WHAT YOU SHOULD DO:
Scan the lines below and report each one containing "function" by copying it.

(Collected data entries)
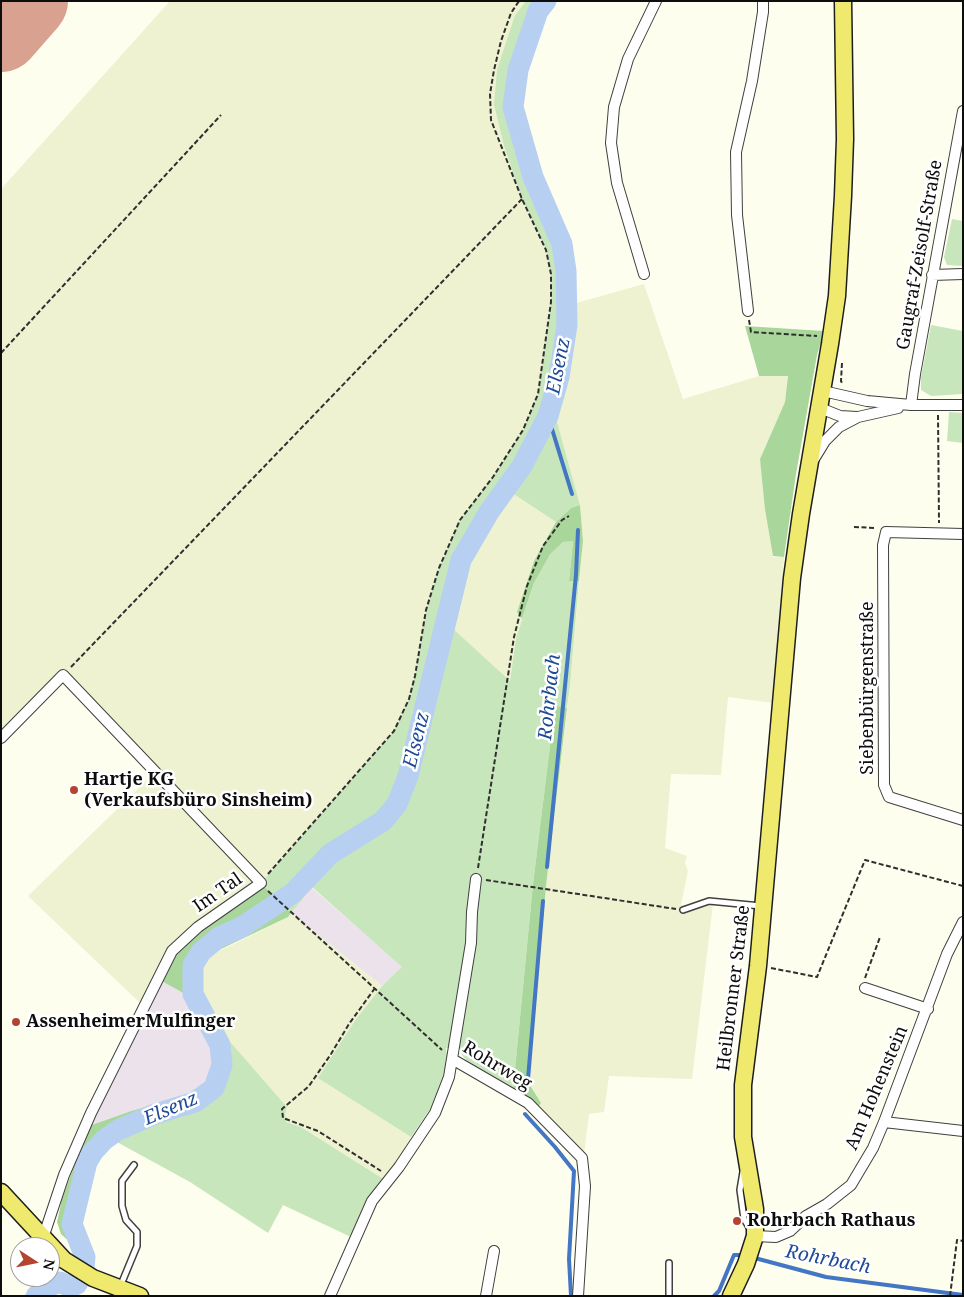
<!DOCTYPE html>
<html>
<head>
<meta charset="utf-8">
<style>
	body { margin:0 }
	#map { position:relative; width:964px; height:1297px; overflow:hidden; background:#fefeef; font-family:"Noto Serif",serif }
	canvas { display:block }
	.frame { position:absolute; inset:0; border:2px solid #0d0d0d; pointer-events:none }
	.north { position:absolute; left:10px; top:1237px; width:50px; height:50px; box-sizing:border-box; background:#fff; border:1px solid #9e9e9e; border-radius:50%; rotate:101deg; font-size:14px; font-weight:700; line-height:20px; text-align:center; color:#0d0d0d }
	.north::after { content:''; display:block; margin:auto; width:18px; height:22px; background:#b4442f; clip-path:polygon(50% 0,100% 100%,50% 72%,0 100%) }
</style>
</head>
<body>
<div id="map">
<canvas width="964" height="1297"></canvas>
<div class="frame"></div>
<div class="north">N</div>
</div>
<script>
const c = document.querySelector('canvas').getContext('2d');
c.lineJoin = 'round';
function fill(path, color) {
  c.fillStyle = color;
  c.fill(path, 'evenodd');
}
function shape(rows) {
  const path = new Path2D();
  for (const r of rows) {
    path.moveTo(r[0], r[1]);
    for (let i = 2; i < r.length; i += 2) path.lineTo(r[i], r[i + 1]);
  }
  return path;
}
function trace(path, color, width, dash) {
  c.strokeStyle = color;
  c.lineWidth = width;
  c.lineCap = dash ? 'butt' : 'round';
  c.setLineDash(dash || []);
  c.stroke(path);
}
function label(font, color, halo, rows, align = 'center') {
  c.font = font + ' "Noto Serif",serif';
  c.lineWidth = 5;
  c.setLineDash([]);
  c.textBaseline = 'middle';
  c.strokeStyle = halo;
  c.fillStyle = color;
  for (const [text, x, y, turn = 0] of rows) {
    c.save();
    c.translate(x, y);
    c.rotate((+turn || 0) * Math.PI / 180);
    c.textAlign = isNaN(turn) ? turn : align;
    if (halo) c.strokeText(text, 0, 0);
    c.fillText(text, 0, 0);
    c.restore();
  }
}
fill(shape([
	[311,887,403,967,382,986,291,913],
	[158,979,185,994,192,1004,217,1058,211,1085,194,1094,131,1111,89,1126,117,1053,140,1003]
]), '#ece2eb');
fill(shape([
	[170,1,526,1,515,15,494,105,504,146,522,199,546,250,551,274,551,302,538,394,523,430,493,477,460,520,439,568,426,610,415,676,409,699,394,731,261,883,158,979,140,1003,28,896,155,772,63,675,1,735,1,189],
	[644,284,683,399,759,376,788,375,785,402,760,459,773,557,784,557,773,703,728,697,721,775,671,774,665,848,687,856,685,863,688,871,681,905,713,904,692,1079,609,1076,604,1112,589,1114,584,1154,538,1107,529,1084,546,886,570,686,583,541,580,505,556,418,563,380,569,305],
	[509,491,556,522,534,561,517,612,522,619,516,638,510,682,449,625,465,568],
	[291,913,382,986,356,1019,319,1078,411,1137,385,1180,301,1127,286,1122,285,1115,287,1107,226,1037,195,982,198,960,232,945,288,917]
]), '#eef2d1');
fill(shape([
	[526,1,548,1,540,12,521,72,515,106,534,174,565,245,569,278,569,305,563,380,556,418,580,505,571,508,556,522,509,491,465,568,449,625,510,681,516,638,534,583,550,553,563,542,573,540,569,581,579,581,570,686,567,708,555,707,533,884,513,1090,471,1067,457,1048,446,1048,448,1062,430,1109,411,1137,318,1078,356,1019,382,986,402,967,312,887,291,913,261,883,394,731,409,699,415,676,426,610,439,568,460,520,493,477,523,430,538,394,551,302,551,274,546,250,522,199,504,146,494,105,497,70,515,15],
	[952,219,963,221,963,266,947,265,944,257],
	[931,325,963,331,963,394,931,396,921,390,921,377],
	[949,412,963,413,963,443,947,441],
	[226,1037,287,1107,285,1115,286,1122,301,1127,385,1180,351,1237,283,1205,268,1233,190,1182,115,1141,164,1118,195,1110,230,1062]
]), '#c8e6bb');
fill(shape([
	[745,326,824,331,817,355,796,474,784,557,773,556,765,509,760,459,785,402,788,376,759,376],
	[580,505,583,541,579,581,569,581,573,541,563,542,550,554,534,583,522,619,517,612,534,561,556,522,571,508],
	[555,706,567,708,546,886,529,1084,541,1103,538,1107,513,1090,533,884],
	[261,883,291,913,288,917,198,960,195,982,226,1037,230,1062,226,1076,219,1090,210,1101,195,1110,164,1118,118,1139,95,1160,84,1186,74,1230,75,1247,61,1234,57,1222,62,1199,89,1126,131,1111,194,1094,211,1085,214,1075,217,1058,192,1004,185,994,158,979,172,951]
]), '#a9d69b');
trace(shape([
	[548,416,572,494],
	[547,867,576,575,578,530],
	[528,1079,543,901],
	[525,1114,555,1147,574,1171,569,1259,571,1296],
	[751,1257,826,1277,963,1295],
	[714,1296,719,1291,734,1255,745,1255]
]), '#4376c4', 4);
trace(shape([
	[36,1296,50,1286,60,1282,70,1287,77,1284,84,1268,85,1257,72,1224,87,1162,93,1152,104,1140,118,1130,155,1114,195,1102,214,1088,222,1065,220,1045,193,994,193,965,201,952,219,937,240,928,293,893,330,854,383,821,397,804,408,776,461,560,489,512,522,466,548,416,559,377,567,325,566,271,562,244,533,177,513,107,518,70,538,11,546,1]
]), '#b7d0f2', 21);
trace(shape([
	[1,33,29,1]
]), '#d9a18f', 78);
const lane = shape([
	[683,910,709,901,761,906],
	[743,1172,740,1190,744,1219,750,1229],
	[120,1287,137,1246,137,1232,126,1220,122,1206,122,1181,134,1165],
	[669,1296,669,1263]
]);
const street = shape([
	[644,274,617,183,611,143,614,107,628,59,656,1],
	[932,275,963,274],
	[748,311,737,215,736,152,752,81,763,12,763,1],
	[823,391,867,401,911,405,963,405],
	[911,405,915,374,963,111],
	[820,408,840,416,857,417],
	[814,459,825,441,839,427,858,417,898,408],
	[963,534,886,532,883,545,884,785,889,797,963,820],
	[1,738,63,675,261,883,198,927,172,951,91,1113,64,1175,43,1238],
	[865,988,928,1009],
	[452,1059,528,1103,582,1158,585,1186,578,1296],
	[884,1122,963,1131],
	[755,1236,776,1237,790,1231,806,1216,827,1204,851,1185,873,1148,884,1122,947,954,963,922],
	[330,1296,372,1201,399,1167,435,1113,449,1077,471,943,472,912,476,879],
	[486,1296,494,1251]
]);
const primary = shape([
	[1,1192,64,1260,93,1278,140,1296],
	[731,1296,746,1264,755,1236,755,1209,743,1137,743,1085,758,966,792,578,801,514,830,344,837,296,843,196,845,139,843,1]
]);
trace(lane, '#404040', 8);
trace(street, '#404040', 12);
trace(primary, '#1e1e1e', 19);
trace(shape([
	[749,320,751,332,817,336],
	[1,353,221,115],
	[842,363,841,381,843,385],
	[938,415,939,523],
	[854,527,876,528],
	[71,667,522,199],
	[478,868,514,637,527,586,543,546,562,520,569,516],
	[268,874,394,731,409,699,415,676,426,610,439,568,460,520,493,477,523,430,538,394,551,302,551,274,546,250,522,199,491,120,490,94,494,70,501,41,511,13,519,1],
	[486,880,676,909],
	[268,891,442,1050],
	[771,968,817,977,865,860,963,886],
	[865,978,880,937],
	[375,988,349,1024,331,1054,309,1086,282,1109,283,1118,318,1131,381,1171],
	[950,1296,957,1240,963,1241]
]), '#2f2f2f', 2, [5, 2.5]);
trace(lane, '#fff', 5);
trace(street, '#fff', 10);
trace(primary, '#efea6e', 16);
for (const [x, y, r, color] of [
	[74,790,5,"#b4442f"],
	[16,1022,5,"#b4442f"],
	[737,1221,5,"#b4442f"]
]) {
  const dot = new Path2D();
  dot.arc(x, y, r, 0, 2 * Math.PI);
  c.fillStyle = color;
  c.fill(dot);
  trace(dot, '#fff', 2);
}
label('18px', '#0d0d0d', '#fff', [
	["Gaugraf-Zeisolf-Straße",920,255,-80],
	["Siebenbürgenstraße",868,688,-90],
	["Im Tal",218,893,-35],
	["Heilbronner Straße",734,988,-83],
	["Rohrweg",497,1066,31],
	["Am Hohenstein",877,1088,-67]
]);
label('bold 18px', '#0d0d0d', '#fff', [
	["Hartje KG",84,780],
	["(Verkaufsbüro Sinsheim)",84,801],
	["AssenheimerMulfinger",26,1022],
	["Rohrbach Rathaus",747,1221]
], 'left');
label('italic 19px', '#1f4a97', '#fff', [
	["Elsenz",559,366,-79],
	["Rohrbach",550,697,-84],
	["Elsenz",417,740,-76],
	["Elsenz",171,1109,-23],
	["Rohrbach",828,1260,11]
]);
</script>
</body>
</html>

EXERCISE SOLUTION:
function fill(path, color) {
function shape(rows) {
function trace(path, color, width, dash) {
function label(font, color, halo, rows, align = 'center') {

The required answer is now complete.